Success definitely can't hurt, but it might take a national title or so to garner real attention. Then again, it doesn't help that the Final 4 is after the Sun stops printing and all the students leave, except seniors who are just a little bit busy that weekend.

BCrespi

[Q]Seriously, it's a growing trend for the academic-minded to have a healthy distaste for sports.  I think that's a big part of why there's been a drop-off in interest in the pep band, even for hockey... they feel it's somehow "immoral" to support something that, in their minds, takes a lot of money and administrative attention away from academics.[/q]

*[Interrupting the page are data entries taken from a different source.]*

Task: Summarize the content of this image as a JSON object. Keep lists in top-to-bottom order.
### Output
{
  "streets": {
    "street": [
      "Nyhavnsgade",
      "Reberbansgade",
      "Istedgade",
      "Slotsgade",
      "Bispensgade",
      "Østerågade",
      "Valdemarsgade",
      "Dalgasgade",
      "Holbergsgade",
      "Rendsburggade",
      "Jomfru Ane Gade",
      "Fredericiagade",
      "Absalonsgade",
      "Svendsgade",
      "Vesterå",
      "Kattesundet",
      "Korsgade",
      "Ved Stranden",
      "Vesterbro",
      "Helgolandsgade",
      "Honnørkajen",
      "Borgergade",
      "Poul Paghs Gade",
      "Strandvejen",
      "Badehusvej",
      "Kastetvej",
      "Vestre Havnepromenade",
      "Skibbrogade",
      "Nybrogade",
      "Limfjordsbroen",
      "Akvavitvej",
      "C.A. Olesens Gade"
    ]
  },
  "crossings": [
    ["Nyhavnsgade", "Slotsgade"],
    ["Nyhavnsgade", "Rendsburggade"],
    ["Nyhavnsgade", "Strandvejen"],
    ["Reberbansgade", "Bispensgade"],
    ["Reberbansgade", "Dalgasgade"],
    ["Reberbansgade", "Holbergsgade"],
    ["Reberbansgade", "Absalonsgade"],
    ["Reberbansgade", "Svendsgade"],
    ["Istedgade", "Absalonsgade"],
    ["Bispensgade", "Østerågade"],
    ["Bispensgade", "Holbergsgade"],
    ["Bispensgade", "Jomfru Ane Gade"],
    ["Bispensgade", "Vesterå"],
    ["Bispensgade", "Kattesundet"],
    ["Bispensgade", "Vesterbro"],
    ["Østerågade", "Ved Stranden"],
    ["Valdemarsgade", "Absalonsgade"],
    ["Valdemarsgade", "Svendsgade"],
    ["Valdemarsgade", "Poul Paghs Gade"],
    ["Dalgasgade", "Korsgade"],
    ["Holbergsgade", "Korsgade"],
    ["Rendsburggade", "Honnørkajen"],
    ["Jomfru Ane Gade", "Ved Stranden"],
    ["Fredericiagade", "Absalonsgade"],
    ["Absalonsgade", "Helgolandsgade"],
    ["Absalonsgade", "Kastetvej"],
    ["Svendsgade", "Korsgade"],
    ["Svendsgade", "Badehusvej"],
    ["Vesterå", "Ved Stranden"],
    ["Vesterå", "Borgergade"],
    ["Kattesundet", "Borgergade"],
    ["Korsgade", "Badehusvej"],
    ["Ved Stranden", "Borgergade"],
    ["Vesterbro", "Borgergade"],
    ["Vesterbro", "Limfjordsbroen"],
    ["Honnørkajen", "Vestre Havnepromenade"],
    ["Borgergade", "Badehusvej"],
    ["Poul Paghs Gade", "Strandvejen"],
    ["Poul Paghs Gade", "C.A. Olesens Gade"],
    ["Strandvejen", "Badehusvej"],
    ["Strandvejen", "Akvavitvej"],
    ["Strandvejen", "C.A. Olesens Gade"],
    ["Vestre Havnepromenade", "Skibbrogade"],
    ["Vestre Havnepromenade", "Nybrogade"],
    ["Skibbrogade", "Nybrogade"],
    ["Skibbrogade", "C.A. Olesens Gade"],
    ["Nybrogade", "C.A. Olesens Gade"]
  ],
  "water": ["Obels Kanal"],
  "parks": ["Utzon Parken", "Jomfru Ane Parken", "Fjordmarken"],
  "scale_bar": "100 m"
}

I couldn't agree more.  They're the same people who bitch for hours on end about letting athletes into the university on slightly reduced academic standards.  Of course, these are the very same people who were the president of seven (insert generic club/organization name here) to make themselves a "more rounded student."  Not that we all  didn't do that, just have some respect for yourselves and others and manage a half-decent argument.  Athletics are just another thing to measure one by, and if someone is in the top couple hundred at something in the nation, why shouldn't they be recognized for it, so long as they can handle themselves here?  Anyway, sorry for the rant, but this is definitely one of my pet peeves.
Brian Crespi '06

Trotsky

Well it isn't just a PC issue.  I had no ideological problem with sports or student-athletes when I was on the hill, but other than hockey I probably attended fewer than a half dozen of all other sporting events combined in 4+ years.  It just didn't fit my priorities (study, drink, repeat...).

billhoward

[Q]Section A Banshee Wrote: Seriously, it's a growing trend for the academic-minded to have a healthy distaste for sports.  I think that's a big part of why there's been a drop-off in interest in the pep band, even for hockey... they feel it's somehow "immoral" to support something that, in their minds, takes a lot of money and administrative attention away from academics.[/q]Dislike of the academic elite for the athletic elite is not a new phenomenon. Today, as a generation ago, it must really tick off some short, geeky guys with glasses trying to get in Hopkins Med that there are tall, muscular hockey players who played, started, starred, earned post-season honors ... and are at Yale Med right now. There are simply going to be students at Cornell who are more well-rounded than others. To paraphrase Gore Vidal, "When a friend succeeds, a little something inside me dies."

Drawing 1,000 fans for a lacrosse game, that does not go back a generation.

Good thing the highest ranking Cornell alum in the administration who is of the academic elite is also a sports nut of the highest order.